PROBLEM STATEMENT
The reply should be an exact transcription of every record.

Stored items
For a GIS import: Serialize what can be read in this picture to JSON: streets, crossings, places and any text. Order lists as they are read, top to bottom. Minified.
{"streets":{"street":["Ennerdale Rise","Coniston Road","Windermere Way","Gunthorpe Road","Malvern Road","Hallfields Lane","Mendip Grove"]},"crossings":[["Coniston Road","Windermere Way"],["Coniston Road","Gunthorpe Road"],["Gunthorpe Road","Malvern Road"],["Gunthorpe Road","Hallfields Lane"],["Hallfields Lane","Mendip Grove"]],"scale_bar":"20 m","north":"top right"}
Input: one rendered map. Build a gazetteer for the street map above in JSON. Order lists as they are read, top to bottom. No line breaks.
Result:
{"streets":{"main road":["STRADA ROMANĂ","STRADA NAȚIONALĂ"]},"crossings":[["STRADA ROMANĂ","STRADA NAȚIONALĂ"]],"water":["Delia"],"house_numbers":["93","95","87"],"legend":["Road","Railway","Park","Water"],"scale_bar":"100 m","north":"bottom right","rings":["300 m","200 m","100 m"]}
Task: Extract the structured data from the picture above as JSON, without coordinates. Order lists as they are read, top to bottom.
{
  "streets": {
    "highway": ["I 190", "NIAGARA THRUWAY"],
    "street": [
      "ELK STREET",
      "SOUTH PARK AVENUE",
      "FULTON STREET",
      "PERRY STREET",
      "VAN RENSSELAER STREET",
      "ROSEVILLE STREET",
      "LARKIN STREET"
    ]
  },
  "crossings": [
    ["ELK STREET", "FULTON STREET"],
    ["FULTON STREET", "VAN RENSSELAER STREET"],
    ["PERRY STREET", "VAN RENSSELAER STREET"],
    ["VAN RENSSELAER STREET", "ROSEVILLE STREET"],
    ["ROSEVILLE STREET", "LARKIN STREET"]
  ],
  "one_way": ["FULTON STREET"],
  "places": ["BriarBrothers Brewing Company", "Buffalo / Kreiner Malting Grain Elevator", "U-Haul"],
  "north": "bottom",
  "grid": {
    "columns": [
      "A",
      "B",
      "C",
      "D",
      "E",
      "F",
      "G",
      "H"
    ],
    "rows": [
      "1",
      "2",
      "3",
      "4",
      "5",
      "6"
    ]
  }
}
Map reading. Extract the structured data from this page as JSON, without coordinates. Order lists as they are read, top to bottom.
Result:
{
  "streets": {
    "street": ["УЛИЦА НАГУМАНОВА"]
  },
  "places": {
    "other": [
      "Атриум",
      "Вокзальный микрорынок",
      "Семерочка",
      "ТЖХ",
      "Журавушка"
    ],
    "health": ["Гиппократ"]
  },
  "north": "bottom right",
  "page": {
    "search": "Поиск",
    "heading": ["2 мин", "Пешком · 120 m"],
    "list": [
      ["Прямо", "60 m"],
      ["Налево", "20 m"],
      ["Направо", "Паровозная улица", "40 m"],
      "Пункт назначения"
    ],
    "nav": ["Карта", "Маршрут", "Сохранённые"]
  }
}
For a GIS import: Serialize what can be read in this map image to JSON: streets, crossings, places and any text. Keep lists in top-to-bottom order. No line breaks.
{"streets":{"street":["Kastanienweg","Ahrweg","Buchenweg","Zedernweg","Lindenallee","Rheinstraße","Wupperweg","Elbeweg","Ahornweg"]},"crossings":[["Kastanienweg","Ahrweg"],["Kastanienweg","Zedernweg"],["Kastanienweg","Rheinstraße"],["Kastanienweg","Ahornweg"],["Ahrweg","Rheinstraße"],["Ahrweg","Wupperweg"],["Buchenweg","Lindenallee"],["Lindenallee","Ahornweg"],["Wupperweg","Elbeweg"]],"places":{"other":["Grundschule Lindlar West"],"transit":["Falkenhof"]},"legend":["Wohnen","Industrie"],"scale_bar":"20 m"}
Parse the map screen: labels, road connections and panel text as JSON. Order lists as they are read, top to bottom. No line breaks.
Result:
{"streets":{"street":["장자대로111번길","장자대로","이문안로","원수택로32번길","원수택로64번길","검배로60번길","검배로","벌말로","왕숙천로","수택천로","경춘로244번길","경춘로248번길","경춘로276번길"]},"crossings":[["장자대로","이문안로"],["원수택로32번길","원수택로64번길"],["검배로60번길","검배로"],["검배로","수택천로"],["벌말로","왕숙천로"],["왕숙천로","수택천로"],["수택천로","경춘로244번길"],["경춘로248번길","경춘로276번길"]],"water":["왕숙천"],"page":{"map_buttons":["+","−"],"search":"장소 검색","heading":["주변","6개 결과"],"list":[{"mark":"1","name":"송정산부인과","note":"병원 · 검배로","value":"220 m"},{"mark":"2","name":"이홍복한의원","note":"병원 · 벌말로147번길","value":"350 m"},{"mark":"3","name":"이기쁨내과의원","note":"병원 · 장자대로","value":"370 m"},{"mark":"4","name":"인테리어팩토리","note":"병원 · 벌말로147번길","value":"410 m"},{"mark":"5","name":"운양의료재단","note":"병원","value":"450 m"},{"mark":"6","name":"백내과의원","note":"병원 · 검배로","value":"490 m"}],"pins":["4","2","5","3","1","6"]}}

WRITTEN ANSWER
For a GIS import: Serialize what can be read in this picture to JSON: streets, crossings, places and any text. Order lists as they are read, top to bottom. Minified.
{"streets":{"street":["Ennerdale Rise","Coniston Road","Windermere Way","Gunthorpe Road","Malvern Road","Hallfields Lane","Mendip Grove"]},"crossings":[["Coniston Road","Windermere Way"],["Coniston Road","Gunthorpe Road"],["Gunthorpe Road","Malvern Road"],["Gunthorpe Road","Hallfields Lane"],["Hallfields Lane","Mendip Grove"]],"scale_bar":"20 m","north":"top right"}
Input: one rendered map. Build a gazetteer for the street map above in JSON. Order lists as they are read, top to bottom. No line breaks.
Result:
{"streets":{"main road":["STRADA ROMANĂ","STRADA NAȚIONALĂ"]},"crossings":[["STRADA ROMANĂ","STRADA NAȚIONALĂ"]],"water":["Delia"],"house_numbers":["93","95","87"],"legend":["Road","Railway","Park","Water"],"scale_bar":"100 m","north":"bottom right","rings":["300 m","200 m","100 m"]}
Task: Extract the structured data from the picture above as JSON, without coordinates. Order lists as they are read, top to bottom.
{
  "streets": {
    "highway": ["I 190", "NIAGARA THRUWAY"],
    "street": [
      "ELK STREET",
      "SOUTH PARK AVENUE",
      "FULTON STREET",
      "PERRY STREET",
      "VAN RENSSELAER STREET",
      "ROSEVILLE STREET",
      "LARKIN STREET"
    ]
  },
  "crossings": [
    ["ELK STREET", "FULTON STREET"],
    ["FULTON STREET", "VAN RENSSELAER STREET"],
    ["PERRY STREET", "VAN RENSSELAER STREET"],
    ["VAN RENSSELAER STREET", "ROSEVILLE STREET"],
    ["ROSEVILLE STREET", "LARKIN STREET"]
  ],
  "one_way": ["FULTON STREET"],
  "places": ["BriarBrothers Brewing Company", "Buffalo / Kreiner Malting Grain Elevator", "U-Haul"],
  "north": "bottom",
  "grid": {
    "columns": [
      "A",
      "B",
      "C",
      "D",
      "E",
      "F",
      "G",
      "H"
    ],
    "rows": [
      "1",
      "2",
      "3",
      "4",
      "5",
      "6"
    ]
  }
}
Map reading. Extract the structured data from this page as JSON, without coordinates. Order lists as they are read, top to bottom.
Result:
{
  "streets": {
    "street": ["УЛИЦА НАГУМАНОВА"]
  },
  "places": {
    "other": [
      "Атриум",
      "Вокзальный микрорынок",
      "Семерочка",
      "ТЖХ",
      "Журавушка"
    ],
    "health": ["Гиппократ"]
  },
  "north": "bottom right",
  "page": {
    "search": "Поиск",
    "heading": ["2 мин", "Пешком · 120 m"],
    "list": [
      ["Прямо", "60 m"],
      ["Налево", "20 m"],
      ["Направо", "Паровозная улица", "40 m"],
      "Пункт назначения"
    ],
    "nav": ["Карта", "Маршрут", "Сохранённые"]
  }
}
For a GIS import: Serialize what can be read in this map image to JSON: streets, crossings, places and any text. Keep lists in top-to-bottom order. No line breaks.
{"streets":{"street":["Kastanienweg","Ahrweg","Buchenweg","Zedernweg","Lindenallee","Rheinstraße","Wupperweg","Elbeweg","Ahornweg"]},"crossings":[["Kastanienweg","Ahrweg"],["Kastanienweg","Zedernweg"],["Kastanienweg","Rheinstraße"],["Kastanienweg","Ahornweg"],["Ahrweg","Rheinstraße"],["Ahrweg","Wupperweg"],["Buchenweg","Lindenallee"],["Lindenallee","Ahornweg"],["Wupperweg","Elbeweg"]],"places":{"other":["Grundschule Lindlar West"],"transit":["Falkenhof"]},"legend":["Wohnen","Industrie"],"scale_bar":"20 m"}
Parse the map screen: labels, road connections and panel text as JSON. Order lists as they are read, top to bottom. No line breaks.
Result:
{"streets":{"street":["장자대로111번길","장자대로","이문안로","원수택로32번길","원수택로64번길","검배로60번길","검배로","벌말로","왕숙천로","수택천로","경춘로244번길","경춘로248번길","경춘로276번길"]},"crossings":[["장자대로","이문안로"],["원수택로32번길","원수택로64번길"],["검배로60번길","검배로"],["검배로","수택천로"],["벌말로","왕숙천로"],["왕숙천로","수택천로"],["수택천로","경춘로244번길"],["경춘로248번길","경춘로276번길"]],"water":["왕숙천"],"page":{"map_buttons":["+","−"],"search":"장소 검색","heading":["주변","6개 결과"],"list":[{"mark":"1","name":"송정산부인과","note":"병원 · 검배로","value":"220 m"},{"mark":"2","name":"이홍복한의원","note":"병원 · 벌말로147번길","value":"350 m"},{"mark":"3","name":"이기쁨내과의원","note":"병원 · 장자대로","value":"370 m"},{"mark":"4","name":"인테리어팩토리","note":"병원 · 벌말로147번길","value":"410 m"},{"mark":"5","name":"운양의료재단","note":"병원","value":"450 m"},{"mark":"6","name":"백내과의원","note":"병원 · 검배로","value":"490 m"}],"pins":["4","2","5","3","1","6"]}}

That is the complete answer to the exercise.